■ Requirement
Find the line with "Instruction: Parse the" in the records below. Copy it and every line after it, up to and including the line with "Quick job: Summarize".

(Records drawn from a dataset)
━━━
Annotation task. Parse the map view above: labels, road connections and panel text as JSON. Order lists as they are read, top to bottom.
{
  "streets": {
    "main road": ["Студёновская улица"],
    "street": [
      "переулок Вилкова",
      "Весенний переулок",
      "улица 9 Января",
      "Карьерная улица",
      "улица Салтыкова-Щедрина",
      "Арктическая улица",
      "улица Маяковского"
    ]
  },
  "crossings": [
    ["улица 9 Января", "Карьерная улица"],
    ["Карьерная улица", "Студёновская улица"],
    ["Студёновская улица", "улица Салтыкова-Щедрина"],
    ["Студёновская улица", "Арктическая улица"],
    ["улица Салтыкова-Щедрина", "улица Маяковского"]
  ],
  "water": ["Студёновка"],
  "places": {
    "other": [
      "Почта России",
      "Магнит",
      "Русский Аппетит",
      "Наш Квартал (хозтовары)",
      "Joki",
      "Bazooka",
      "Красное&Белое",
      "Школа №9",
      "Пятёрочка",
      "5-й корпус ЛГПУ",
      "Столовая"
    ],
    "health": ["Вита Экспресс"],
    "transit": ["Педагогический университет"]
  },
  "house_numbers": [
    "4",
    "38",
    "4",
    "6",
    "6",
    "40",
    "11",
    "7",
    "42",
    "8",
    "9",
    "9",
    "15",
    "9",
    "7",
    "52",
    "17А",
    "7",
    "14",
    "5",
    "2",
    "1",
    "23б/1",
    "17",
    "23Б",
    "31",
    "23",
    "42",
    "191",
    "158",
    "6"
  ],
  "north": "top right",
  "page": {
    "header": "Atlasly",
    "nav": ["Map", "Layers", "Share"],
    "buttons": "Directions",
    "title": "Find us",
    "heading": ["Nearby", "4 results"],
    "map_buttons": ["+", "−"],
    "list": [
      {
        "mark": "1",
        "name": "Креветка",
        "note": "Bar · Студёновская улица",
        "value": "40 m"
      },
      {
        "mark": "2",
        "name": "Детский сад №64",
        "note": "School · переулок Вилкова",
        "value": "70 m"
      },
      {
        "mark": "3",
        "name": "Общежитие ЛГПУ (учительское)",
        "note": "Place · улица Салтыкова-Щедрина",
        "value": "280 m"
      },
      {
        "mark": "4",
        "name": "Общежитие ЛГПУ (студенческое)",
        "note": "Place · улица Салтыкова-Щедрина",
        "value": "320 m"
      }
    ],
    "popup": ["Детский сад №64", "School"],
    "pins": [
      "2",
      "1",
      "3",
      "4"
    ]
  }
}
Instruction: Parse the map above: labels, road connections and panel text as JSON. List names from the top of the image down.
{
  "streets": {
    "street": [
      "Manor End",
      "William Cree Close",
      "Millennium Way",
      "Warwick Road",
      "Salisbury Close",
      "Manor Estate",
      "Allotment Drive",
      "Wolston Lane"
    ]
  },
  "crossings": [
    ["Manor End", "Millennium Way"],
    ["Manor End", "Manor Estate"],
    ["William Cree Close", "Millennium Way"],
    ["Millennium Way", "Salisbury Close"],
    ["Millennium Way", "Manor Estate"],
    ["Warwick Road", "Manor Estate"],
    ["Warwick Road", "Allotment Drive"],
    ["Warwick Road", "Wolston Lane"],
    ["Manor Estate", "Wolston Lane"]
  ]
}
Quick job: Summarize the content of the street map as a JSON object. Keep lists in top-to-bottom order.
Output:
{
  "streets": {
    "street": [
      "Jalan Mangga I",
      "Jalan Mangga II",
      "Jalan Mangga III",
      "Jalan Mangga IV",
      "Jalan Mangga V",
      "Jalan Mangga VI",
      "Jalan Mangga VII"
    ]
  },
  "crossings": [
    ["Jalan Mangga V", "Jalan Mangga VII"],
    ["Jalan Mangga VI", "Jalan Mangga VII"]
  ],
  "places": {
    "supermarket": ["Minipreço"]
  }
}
━━━
■ Output below
Instruction: Parse the map above: labels, road connections and panel text as JSON. List names from the top of the image down.
{
  "streets": {
    "street": [
      "Manor End",
      "William Cree Close",
      "Millennium Way",
      "Warwick Road",
      "Salisbury Close",
      "Manor Estate",
      "Allotment Drive",
      "Wolston Lane"
    ]
  },
  "crossings": [
    ["Manor End", "Millennium Way"],
    ["Manor End", "Manor Estate"],
    ["William Cree Close", "Millennium Way"],
    ["Millennium Way", "Salisbury Close"],
    ["Millennium Way", "Manor Estate"],
    ["Warwick Road", "Manor Estate"],
    ["Warwick Road", "Allotment Drive"],
    ["Warwick Road", "Wolston Lane"],
    ["Manor Estate", "Wolston Lane"]
  ]
}
Quick job: Summarize the content of the street map as a JSON object. Keep lists in top-to-bottom order.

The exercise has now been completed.